→ Work to complete:
Filter the entries down to the lines holding "position", then copy those lines.
═══ Supplied material ═══
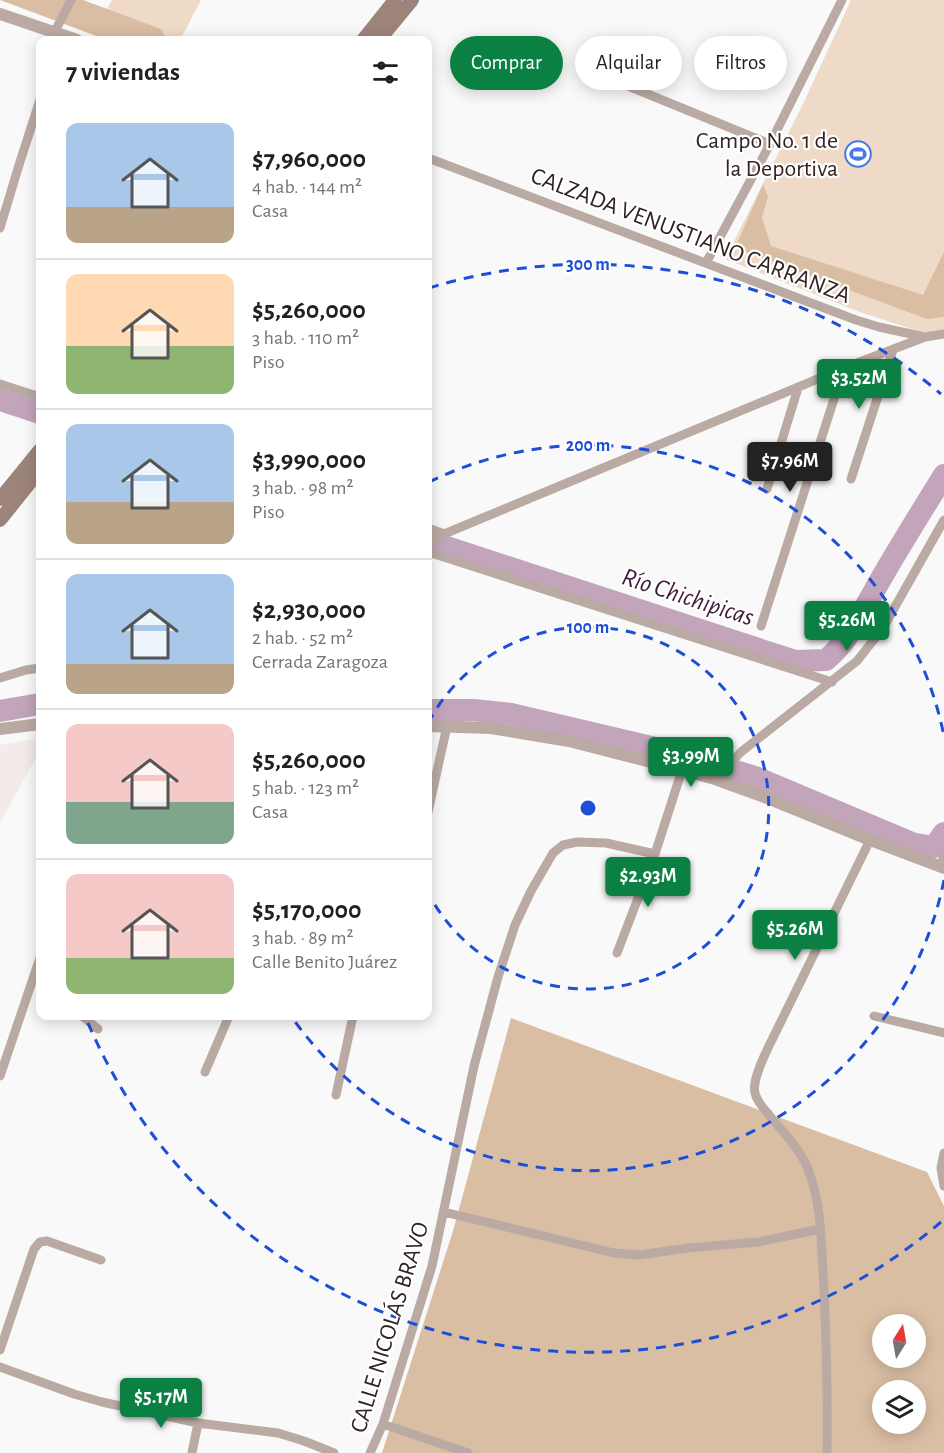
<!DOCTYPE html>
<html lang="es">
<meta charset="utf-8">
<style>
body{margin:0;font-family:"Alegreya Sans",sans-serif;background:#f2f2f2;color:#202124;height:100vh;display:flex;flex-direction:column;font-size:22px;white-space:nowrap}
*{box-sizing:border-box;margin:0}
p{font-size:20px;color:#757577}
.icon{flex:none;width:33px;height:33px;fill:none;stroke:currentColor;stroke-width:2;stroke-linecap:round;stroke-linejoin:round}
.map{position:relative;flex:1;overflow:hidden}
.drawer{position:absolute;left:36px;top:36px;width:396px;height:984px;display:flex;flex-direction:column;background:#fff;border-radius:12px;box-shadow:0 3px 15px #0003}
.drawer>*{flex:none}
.top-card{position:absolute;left:450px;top:36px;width:404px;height:54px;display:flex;gap:12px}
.needle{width:39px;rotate:11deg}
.buttons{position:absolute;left:872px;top:1314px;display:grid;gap:12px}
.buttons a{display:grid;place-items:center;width:54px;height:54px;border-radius:50%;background:#fff;box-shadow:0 3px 15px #0003;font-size:30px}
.price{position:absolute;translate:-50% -51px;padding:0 14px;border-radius:6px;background:#0b8043;color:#fff;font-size:20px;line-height:39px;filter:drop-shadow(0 2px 3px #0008)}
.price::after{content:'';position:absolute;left:50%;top:36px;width:18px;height:14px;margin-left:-9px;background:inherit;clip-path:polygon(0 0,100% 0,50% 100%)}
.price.on{background:#222;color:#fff}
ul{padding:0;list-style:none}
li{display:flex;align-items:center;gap:18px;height:150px;padding:0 30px}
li+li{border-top:2px solid #e0e0e0}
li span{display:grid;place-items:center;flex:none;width:168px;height:120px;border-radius:12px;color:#555}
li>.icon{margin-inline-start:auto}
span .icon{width:72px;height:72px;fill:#fffc;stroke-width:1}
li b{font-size:26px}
h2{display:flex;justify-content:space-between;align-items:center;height:72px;padding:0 30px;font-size:26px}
.tag{padding:0 21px;border-radius:27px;background:#fff;box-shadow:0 3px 15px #0003;font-size:21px;line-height:54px}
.tag.on{background:#0b8043;color:#fff}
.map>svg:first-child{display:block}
</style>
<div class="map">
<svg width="944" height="1453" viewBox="0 0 944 1453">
<rect width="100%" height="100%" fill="#f9f9f9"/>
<path fill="#f5eaea" d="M 40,738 L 40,750 L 0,823 L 0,745 Z"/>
<path fill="#eedac7" d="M 112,0 L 201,0 L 180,40 L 111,40 L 94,33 Z
M 851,0 L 944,0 L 944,330 L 924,333 L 860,312 L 725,259 L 803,104 Z"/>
<path fill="#dabea4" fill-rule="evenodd" d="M 0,0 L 83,0 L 161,29 L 167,40 L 107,40 Z
M 763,184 L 768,197 L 762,217 L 771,246 L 923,295 L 944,252 L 944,317 L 927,319 L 735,248 Z
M 511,1018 L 927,1172 L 944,1206 L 944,1453 L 382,1453 L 453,1231 ZM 882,1324 L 915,1324 L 915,1358 L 882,1358 ZM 882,1390 L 915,1390 L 915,1424 L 882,1424 Z"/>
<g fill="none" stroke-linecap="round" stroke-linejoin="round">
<path stroke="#c2a4bb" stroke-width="22" d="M 0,400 L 40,413
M 428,541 L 795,661 L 826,660 C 850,639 857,620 873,593 C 895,553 920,514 944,475
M 428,710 L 474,710 L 511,714 L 681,754 L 755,777 L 914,844 L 934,847 L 944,833
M 0,711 L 40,704"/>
<path stroke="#bbaaa4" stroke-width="9" d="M 54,33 L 71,0
M 584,68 L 770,144
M 428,158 L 856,320 L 879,327 L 925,337 L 944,334
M 0,228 L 19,165 L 40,100
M 706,263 L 770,144 L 842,0
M 0,384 L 40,397
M 851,479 L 893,350
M 767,489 L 798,388
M 428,528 L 444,534
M 428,544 L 444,534 L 844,368 L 925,337
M 428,552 L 832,682
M 761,626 L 844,368
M 0,678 L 26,670 L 40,668
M 715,779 L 741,752 L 857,661 L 883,628 L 944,520
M 428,812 L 447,726
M 940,868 L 944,856
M 617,953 L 655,854 L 682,770
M 82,1016 L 98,1029
M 874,1016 L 944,1033
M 205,1072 L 229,1016
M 0,1076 L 40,958
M 336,1095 L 353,1016
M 944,1153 L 941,1168 L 944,1186
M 444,1212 L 614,1253 L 639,1255 L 688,1248 L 758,1242 L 820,1229
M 0,1350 L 34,1249 L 40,1242 L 47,1241 L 101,1260
M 0,1367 L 74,1394 L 102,1402 L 198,1423 L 278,1433 L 304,1441 L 334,1453
M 383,1424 L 468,1453
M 192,1453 L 198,1423
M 370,1453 L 383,1424 L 432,1266 L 474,1066 L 498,977 L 515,925 L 531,891 L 553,853 L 563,845 L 577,842 L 606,843 L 655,854
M 827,1453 C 828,1392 826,1331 823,1271 C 821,1238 821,1203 809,1172 C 802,1151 784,1133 770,1116 C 765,1110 757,1102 755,1093 C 752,1082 762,1061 767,1050 L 870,840"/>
<path stroke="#bbaaa4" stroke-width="12" d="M 0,14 L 77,40
M 428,726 L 491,728 L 569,741 L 682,770 L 715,779 L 767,798 L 870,840 L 944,868
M 0,729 L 40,724"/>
<path stroke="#9c847b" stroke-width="14" d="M 363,40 L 395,0
M 379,40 L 412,0
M 0,499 L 40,450
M 0,520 L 40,470"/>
</g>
<g fill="none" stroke="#1d4ed8" stroke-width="3" stroke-dasharray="10 8">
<path d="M428 723A181 181 0 1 1 428 893"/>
<path d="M944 880A363 363 0 0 1 291 1016M429 482A363 363 0 0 1 944 736"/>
<path d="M941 1222A544 544 0 0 1 85 1016M429 288A544 544 0 0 1 941 394"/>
</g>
<defs>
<g id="stadium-ring" transform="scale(1.35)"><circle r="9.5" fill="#fff" stroke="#4776e7" stroke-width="1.5"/><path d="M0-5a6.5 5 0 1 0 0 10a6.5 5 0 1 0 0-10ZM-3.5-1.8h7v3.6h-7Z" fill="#4776e7"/></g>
</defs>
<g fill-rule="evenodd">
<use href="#stadium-ring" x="858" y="154"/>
</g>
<g text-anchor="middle" stroke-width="4.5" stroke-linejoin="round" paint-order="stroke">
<g font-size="24" fill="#322222" stroke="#fff" text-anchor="end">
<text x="838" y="148">Campo No. 1 de<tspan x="838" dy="28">la Deportiva</tspan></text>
</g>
<g font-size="24" fill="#322222" stroke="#fff">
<text transform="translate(691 235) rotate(21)" y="8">CALZADA VENUSTIANO CARRANZA</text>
<text transform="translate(389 1327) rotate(-73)" y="8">CALLE NICOLÁS BRAVO</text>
</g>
<g font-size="26" font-style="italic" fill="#411a3b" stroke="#fff">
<text transform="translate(688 596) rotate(18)" y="9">Río Chichipicas</text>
</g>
</g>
<circle cx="588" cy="808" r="9" fill="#1d4ed8" stroke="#fff" stroke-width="3"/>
<g font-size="18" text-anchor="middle" font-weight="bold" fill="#1d4ed8" stroke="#fff" stroke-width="4.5" stroke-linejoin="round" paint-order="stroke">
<text x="588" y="270">300 m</text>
<text x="588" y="451">200 m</text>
<text x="588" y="633">100 m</text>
</g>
</svg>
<div class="buttons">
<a><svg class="needle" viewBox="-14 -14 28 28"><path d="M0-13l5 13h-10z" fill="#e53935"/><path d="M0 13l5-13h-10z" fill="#757577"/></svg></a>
<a><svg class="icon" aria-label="layers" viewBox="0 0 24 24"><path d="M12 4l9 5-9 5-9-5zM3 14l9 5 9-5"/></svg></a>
</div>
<b class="price" style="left:859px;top:410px">$3.52M</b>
<b class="price on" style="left:790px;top:493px">$7.96M</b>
<b class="price" style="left:847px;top:652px">$5.26M</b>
<b class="price" style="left:691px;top:788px">$3.99M</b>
<b class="price" style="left:648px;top:908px">$2.93M</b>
<b class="price" style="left:795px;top:961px">$5.26M</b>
<b class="price" style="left:161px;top:1429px">$5.17M</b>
<div class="top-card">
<a class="tag on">Comprar</a>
<a class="tag">Alquilar</a>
<a class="tag">Filtros</a>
</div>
<section class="drawer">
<h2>7 viviendas<svg class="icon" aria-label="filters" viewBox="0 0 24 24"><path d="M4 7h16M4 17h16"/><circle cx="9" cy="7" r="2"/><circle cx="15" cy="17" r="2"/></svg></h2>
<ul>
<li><span style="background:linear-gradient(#a9c7e8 70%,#b9a48a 0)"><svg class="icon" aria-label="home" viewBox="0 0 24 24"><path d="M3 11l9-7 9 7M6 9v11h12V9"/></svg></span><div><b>$7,960,000</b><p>4 hab. · 144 m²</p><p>Casa</p></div></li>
<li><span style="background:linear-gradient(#ffd9b3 60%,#8fb573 0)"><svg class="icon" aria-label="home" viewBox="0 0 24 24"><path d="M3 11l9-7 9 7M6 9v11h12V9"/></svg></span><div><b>$5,260,000</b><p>3 hab. · 110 m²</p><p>Piso</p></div></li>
<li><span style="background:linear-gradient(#a9c7e8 65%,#b9a48a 0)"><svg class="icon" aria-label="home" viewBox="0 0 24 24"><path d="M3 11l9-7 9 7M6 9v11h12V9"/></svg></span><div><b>$3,990,000</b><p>3 hab. · 98 m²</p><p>Piso</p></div></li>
<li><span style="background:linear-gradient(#a9c7e8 75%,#b9a48a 0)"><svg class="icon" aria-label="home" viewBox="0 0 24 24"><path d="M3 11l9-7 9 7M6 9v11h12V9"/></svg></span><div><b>$2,930,000</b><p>2 hab. · 52 m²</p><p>Cerrada Zaragoza</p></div></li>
<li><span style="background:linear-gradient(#f6c9c9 65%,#7fa58c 0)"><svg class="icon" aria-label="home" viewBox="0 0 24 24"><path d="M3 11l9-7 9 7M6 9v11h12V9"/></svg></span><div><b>$5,260,000</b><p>5 hab. · 123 m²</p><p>Casa</p></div></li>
<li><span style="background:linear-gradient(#f6c9c9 70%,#8fb573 0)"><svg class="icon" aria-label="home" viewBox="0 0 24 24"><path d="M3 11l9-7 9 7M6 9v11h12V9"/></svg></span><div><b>$5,170,000</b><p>3 hab. · 89 m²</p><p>Calle Benito Juárez</p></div></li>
</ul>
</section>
</div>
═══
→ Solution to this exercise:
.map{position:relative;flex:1;overflow:hidden}
.drawer{position:absolute;left:36px;top:36px;width:396px;height:984px;display:flex;flex-direction:column;background:#fff;border-radius:12px;box-shadow:0 3px 15px #0003}
.top-card{position:absolute;left:450px;top:36px;width:404px;height:54px;display:flex;gap:12px}
.buttons{position:absolute;left:872px;top:1314px;display:grid;gap:12px}
.price{position:absolute;translate:-50% -51px;padding:0 14px;border-radius:6px;background:#0b8043;color:#fff;font-size:20px;line-height:39px;filter:drop-shadow(0 2px 3px #0008)}
.price::after{content:'';position:absolute;left:50%;top:36px;width:18px;height:14px;margin-left:-9px;background:inherit;clip-path:polygon(0 0,100% 0,50% 100%)}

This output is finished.